Yang Shengping, Mercante Donald E, Zhang Kun, Fang Zhide
Department of Pathology, School of Medicine, Texas Tech University Health Sciences Center, Lubbock, TX, USA.; Biostatistics Program, School of Public Health, LSU Health Sciences Center, New Orleans, LA, USA.
Biostatistics Program, School of Public Health, LSU Health Sciences Center, New Orleans, LA, USA.
Cancer Inform. 2016 Jun 27;15:129-41. doi: 10.4137/CIN.S39781. eCollection 2016.

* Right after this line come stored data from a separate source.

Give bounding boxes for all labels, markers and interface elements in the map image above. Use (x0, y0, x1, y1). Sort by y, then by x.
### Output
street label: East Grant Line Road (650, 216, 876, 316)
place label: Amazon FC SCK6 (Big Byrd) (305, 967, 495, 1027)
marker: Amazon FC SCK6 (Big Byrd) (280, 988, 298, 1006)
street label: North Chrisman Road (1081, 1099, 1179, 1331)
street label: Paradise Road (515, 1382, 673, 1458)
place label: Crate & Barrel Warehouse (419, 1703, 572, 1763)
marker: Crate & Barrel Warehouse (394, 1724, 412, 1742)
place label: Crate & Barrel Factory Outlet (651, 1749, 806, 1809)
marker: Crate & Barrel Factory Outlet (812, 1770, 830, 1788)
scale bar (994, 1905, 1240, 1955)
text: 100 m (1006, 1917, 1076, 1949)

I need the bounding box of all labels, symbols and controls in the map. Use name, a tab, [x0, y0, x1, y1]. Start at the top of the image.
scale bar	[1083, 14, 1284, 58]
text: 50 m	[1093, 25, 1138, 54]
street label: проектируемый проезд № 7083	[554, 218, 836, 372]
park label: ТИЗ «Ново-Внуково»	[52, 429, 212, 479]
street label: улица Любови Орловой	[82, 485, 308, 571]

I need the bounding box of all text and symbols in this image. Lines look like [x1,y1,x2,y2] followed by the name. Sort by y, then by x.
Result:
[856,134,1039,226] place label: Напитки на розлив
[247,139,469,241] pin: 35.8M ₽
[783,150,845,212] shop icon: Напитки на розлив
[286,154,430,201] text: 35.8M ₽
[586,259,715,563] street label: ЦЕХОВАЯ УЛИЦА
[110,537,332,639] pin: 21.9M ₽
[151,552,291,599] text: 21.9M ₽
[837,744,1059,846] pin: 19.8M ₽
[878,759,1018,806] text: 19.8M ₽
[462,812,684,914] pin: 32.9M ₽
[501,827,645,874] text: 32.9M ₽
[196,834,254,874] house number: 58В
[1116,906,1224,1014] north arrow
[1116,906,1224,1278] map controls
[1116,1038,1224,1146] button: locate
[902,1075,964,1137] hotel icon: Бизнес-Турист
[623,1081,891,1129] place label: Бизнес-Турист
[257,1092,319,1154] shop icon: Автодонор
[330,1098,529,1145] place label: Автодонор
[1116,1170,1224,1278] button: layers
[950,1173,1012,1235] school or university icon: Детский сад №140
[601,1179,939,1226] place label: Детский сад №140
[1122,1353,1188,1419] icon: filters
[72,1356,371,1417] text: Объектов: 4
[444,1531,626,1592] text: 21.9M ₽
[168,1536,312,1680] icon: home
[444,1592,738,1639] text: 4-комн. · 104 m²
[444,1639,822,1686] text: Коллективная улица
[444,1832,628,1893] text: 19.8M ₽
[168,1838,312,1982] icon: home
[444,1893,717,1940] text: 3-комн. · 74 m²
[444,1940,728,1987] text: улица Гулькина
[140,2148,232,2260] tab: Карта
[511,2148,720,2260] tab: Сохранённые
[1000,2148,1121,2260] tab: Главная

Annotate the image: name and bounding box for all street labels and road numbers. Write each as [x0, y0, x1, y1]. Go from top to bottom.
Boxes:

DNA copy number alteration is common in many cancers. Studies have shown that insertion or deletion of DNA sequences can directly alter gene expression, and significant correlation exists between DNA copy number and gene expression. Data normalization is a critical step in the analysis of gene expression generated by RNA-seq technology. Successful normalization reduces/removes unwanted nonbiological variations in the data, while keeping meaningful information intact. However, as far as we know, no attempt has been made to adjust for the variation due to DNA copy number changes in RNA-seq data normalization.
In this article, we propose an integrated approach for RNA-seq data normalization. Comparisons show that the proposed normalization can improve power for downstream differentially expressed gene detection and generate more biologically meaningful results in gene profiling. In addition, our findings show that due to the effects of copy number changes, some housekeeping genes are not always suitable internal controls for studying gene expression.
Using information from DNA copy number, integrated approach is successful in reducing noises due to both biological and nonbiological causes in RNA-seq data, thus increasing the accuracy of gene profiling.
DNA拷贝数改变在许多癌症中很常见。研究表明,DNA序列的插入或缺失可直接改变基因表达,且DNA拷贝数与基因表达之间存在显著相关性。数据归一化是RNA测序(RNA-seq)技术产生的基因表达分析中的关键步骤。成功的归一化可减少/消除数据中不必要的非生物学变异,同时保持有意义的信息完整。然而,据我们所知,在RNA-seq数据归一化中尚未有人尝试针对DNA拷贝数变化引起的变异进行调整。
在本文中,我们提出了一种用于RNA-seq数据归一化的综合方法。比较结果表明,所提出的归一化方法可提高下游差异表达基因检测的效能,并在基因谱分析中产生更具生物学意义的结果。此外,我们的研究结果表明,由于拷贝数变化的影响,一些管家基因并不总是适合作为研究基因表达的内部对照。
利用DNA拷贝数信息,综合方法成功减少了RNA-seq数据中由生物学和非生物学原因引起的噪声,从而提高了基因谱分析的准确性。